TASK INSTRUCTIONS: Report every line of the data that includes "size".

(Collected data entries)

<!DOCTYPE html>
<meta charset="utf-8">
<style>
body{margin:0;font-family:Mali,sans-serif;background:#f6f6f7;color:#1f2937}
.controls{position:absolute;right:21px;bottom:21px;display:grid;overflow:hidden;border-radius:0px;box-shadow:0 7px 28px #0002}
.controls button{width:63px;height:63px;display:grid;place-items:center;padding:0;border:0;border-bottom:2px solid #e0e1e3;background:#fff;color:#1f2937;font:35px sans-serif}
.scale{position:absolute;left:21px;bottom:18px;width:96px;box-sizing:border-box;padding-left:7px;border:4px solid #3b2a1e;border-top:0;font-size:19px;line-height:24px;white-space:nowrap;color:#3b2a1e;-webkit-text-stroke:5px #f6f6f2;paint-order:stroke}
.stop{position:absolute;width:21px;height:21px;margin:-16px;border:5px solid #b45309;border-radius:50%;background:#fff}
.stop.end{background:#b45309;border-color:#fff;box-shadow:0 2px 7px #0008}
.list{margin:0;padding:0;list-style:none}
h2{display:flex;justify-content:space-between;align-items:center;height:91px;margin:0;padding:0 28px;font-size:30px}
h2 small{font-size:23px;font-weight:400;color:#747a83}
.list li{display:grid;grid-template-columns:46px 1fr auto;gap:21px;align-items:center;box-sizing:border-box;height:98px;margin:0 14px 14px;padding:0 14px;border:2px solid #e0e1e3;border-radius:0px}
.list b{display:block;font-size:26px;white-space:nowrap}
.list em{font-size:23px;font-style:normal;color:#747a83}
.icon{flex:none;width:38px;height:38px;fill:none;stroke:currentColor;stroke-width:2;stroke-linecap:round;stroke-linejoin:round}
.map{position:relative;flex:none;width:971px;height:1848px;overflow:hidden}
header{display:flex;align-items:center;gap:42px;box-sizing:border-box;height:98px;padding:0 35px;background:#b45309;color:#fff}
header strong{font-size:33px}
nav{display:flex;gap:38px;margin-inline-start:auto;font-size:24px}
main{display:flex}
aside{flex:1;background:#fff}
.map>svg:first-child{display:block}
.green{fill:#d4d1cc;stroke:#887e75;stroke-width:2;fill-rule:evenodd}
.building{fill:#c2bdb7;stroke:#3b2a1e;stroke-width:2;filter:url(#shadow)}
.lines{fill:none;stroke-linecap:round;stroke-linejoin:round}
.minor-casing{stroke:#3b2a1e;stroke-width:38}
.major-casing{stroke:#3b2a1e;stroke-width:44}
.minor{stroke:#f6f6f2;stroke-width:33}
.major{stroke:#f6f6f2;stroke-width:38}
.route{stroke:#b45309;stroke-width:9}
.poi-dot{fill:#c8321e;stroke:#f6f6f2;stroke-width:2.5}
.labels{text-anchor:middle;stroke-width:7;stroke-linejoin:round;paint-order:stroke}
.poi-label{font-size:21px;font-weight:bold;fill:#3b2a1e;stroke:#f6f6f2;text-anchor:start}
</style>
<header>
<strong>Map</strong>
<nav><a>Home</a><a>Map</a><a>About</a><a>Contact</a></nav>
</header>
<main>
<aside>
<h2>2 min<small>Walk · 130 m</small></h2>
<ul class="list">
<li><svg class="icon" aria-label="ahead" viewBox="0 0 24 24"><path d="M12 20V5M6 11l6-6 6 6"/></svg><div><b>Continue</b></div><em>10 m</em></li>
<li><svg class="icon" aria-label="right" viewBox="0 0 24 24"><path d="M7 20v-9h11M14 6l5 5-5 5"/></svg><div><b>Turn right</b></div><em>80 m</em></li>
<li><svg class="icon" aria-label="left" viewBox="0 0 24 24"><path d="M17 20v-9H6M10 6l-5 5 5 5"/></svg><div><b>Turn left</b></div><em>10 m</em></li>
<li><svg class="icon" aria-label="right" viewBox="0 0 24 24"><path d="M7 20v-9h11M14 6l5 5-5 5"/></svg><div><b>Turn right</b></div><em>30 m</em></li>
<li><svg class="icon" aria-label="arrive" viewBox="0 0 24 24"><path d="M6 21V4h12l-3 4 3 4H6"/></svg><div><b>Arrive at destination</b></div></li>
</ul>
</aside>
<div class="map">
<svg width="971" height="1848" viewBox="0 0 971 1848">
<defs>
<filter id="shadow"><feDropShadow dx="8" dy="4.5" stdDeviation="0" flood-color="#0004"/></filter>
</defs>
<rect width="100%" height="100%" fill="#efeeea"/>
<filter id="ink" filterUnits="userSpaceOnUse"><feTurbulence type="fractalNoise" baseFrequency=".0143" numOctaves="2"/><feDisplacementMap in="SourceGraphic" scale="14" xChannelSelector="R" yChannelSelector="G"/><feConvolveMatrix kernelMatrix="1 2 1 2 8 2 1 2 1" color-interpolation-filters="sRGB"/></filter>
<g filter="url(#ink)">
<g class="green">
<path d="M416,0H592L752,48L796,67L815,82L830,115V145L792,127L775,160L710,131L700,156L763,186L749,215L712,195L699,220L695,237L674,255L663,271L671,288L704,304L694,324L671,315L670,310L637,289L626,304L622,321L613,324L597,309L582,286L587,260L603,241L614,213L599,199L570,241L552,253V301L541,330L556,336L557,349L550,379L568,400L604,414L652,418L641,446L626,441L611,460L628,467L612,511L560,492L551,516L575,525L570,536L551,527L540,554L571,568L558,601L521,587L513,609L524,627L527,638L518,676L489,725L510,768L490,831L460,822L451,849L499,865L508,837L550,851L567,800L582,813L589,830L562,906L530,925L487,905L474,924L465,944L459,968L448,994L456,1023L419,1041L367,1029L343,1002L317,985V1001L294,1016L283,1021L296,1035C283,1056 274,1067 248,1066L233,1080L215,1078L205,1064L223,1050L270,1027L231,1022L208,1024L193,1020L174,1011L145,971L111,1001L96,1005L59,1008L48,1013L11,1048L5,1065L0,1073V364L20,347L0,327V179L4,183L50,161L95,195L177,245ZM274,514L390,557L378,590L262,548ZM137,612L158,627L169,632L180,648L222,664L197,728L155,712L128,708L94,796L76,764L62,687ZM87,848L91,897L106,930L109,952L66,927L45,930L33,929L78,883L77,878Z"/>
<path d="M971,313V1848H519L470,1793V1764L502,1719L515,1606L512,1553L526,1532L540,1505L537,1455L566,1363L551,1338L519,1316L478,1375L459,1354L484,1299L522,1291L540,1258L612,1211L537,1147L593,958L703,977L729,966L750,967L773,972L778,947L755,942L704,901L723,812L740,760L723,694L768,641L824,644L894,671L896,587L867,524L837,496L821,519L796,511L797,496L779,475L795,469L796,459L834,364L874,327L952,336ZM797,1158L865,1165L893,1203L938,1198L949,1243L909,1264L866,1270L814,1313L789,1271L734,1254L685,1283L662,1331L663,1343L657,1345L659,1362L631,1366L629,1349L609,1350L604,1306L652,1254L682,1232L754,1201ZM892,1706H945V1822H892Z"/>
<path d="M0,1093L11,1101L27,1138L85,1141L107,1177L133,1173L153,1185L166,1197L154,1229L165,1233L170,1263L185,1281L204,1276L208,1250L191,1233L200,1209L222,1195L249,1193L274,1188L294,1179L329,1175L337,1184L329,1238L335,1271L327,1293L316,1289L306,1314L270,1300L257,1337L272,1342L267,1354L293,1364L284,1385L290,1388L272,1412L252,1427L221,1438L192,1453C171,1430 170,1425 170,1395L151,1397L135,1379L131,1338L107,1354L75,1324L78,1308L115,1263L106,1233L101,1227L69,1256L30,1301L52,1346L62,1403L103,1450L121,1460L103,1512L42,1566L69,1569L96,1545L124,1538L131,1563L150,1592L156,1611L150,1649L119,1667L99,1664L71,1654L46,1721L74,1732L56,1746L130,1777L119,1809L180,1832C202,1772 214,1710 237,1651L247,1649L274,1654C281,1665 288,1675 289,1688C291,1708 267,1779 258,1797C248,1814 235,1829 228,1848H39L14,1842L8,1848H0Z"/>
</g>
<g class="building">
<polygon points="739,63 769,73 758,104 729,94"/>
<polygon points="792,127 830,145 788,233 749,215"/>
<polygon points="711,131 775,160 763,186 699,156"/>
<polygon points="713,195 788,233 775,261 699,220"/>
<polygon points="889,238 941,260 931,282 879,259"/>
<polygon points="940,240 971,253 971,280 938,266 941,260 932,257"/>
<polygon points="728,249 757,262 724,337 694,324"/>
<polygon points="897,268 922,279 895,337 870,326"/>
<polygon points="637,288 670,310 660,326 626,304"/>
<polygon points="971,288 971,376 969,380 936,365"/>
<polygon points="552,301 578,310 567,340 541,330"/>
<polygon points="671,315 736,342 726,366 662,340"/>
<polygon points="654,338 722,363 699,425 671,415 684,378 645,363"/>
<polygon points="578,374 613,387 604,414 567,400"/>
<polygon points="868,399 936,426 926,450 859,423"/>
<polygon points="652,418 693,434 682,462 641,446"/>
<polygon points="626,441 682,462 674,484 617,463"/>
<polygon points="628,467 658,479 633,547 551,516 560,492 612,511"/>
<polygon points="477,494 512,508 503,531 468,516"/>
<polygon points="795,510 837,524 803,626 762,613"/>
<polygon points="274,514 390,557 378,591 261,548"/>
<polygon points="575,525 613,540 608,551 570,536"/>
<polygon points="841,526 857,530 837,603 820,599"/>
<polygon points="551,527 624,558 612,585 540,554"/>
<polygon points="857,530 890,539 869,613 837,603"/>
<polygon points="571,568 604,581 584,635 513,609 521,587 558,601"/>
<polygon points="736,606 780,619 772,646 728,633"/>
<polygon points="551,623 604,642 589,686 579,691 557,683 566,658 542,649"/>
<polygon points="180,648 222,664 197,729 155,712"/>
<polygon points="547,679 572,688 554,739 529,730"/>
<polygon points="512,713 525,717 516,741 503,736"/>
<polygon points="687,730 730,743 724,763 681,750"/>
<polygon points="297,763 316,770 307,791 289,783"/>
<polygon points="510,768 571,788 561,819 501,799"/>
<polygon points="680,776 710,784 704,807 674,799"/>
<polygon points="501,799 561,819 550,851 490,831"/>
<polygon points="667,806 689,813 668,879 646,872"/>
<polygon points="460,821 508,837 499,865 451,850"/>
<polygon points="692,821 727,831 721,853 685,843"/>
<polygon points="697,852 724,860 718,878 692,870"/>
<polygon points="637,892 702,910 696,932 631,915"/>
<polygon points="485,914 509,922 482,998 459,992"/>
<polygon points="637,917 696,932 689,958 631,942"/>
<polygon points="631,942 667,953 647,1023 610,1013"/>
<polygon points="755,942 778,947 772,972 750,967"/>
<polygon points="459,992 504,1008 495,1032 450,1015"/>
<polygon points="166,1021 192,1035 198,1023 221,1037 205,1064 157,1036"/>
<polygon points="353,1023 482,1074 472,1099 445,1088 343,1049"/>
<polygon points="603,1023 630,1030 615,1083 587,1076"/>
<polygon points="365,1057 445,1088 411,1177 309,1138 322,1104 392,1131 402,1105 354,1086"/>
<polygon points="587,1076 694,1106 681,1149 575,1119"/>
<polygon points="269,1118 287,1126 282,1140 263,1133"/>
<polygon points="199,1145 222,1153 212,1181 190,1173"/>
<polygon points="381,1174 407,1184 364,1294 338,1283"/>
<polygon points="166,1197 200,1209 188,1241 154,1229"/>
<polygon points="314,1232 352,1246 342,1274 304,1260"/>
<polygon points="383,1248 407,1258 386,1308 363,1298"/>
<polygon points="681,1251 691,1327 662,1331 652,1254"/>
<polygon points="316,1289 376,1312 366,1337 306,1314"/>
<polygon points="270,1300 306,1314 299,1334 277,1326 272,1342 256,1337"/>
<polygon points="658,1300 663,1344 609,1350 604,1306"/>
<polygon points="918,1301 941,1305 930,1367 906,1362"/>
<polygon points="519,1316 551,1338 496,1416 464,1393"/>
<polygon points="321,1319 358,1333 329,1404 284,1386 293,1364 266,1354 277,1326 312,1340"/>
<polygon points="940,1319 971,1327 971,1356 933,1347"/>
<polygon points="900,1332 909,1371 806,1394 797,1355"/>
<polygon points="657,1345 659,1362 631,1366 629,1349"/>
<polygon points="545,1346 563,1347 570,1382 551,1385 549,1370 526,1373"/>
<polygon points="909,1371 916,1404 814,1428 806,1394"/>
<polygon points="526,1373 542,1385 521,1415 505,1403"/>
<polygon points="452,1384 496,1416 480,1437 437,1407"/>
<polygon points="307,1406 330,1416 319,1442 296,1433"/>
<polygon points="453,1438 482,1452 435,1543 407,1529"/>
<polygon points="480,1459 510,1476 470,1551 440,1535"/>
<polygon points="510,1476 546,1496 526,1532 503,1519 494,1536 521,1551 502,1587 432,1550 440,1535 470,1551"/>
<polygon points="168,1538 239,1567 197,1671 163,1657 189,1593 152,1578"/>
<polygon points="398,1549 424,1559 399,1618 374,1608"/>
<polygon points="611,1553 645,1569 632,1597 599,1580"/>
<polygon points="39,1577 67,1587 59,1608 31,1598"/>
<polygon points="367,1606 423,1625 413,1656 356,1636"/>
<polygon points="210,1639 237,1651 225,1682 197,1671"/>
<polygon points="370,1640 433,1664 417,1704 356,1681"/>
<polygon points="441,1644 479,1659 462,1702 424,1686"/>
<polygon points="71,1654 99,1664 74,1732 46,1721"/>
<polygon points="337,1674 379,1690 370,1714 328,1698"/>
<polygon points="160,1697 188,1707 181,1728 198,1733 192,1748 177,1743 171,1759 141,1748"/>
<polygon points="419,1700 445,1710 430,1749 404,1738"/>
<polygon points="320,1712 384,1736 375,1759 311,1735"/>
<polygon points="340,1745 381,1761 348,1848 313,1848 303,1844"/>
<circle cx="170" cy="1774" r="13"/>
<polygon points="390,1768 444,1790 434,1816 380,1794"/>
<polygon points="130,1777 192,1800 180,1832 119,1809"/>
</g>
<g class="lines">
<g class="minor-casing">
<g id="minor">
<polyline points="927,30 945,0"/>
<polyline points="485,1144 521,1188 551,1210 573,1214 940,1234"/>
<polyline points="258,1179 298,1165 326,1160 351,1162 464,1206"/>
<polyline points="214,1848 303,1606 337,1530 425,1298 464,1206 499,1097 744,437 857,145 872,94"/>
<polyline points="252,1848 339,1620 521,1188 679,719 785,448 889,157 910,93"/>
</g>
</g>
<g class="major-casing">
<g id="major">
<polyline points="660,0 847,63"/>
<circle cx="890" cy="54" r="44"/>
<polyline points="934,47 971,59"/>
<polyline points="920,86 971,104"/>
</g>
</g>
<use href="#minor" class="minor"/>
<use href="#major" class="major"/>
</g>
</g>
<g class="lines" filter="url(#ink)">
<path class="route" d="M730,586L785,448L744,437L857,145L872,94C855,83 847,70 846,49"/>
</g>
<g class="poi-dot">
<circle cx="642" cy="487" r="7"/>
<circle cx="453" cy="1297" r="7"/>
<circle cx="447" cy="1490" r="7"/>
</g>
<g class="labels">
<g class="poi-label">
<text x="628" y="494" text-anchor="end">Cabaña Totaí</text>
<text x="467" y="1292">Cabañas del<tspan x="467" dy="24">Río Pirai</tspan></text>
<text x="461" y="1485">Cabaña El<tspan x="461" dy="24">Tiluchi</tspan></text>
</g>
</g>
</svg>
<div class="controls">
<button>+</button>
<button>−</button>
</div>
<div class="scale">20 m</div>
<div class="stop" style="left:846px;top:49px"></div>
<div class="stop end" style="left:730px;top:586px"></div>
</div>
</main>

SOLUTION TO THIS TASK:
.scale{position:absolute;left:21px;bottom:18px;width:96px;box-sizing:border-box;padding-left:7px;border:4px solid #3b2a1e;border-top:0;font-size:19px;line-height:24px;white-space:nowrap;color:#3b2a1e;-webkit-text-stroke:5px #f6f6f2;paint-order:stroke}
h2{display:flex;justify-content:space-between;align-items:center;height:91px;margin:0;padding:0 28px;font-size:30px}
h2 small{font-size:23px;font-weight:400;color:#747a83}
.list b{display:block;font-size:26px;white-space:nowrap}
.list em{font-size:23px;font-style:normal;color:#747a83}
header strong{font-size:33px}
nav{display:flex;gap:38px;margin-inline-start:auto;font-size:24px}
.poi-label{font-size:21px;font-weight:bold;fill:#3b2a1e;stroke:#f6f6f2;text-anchor:start}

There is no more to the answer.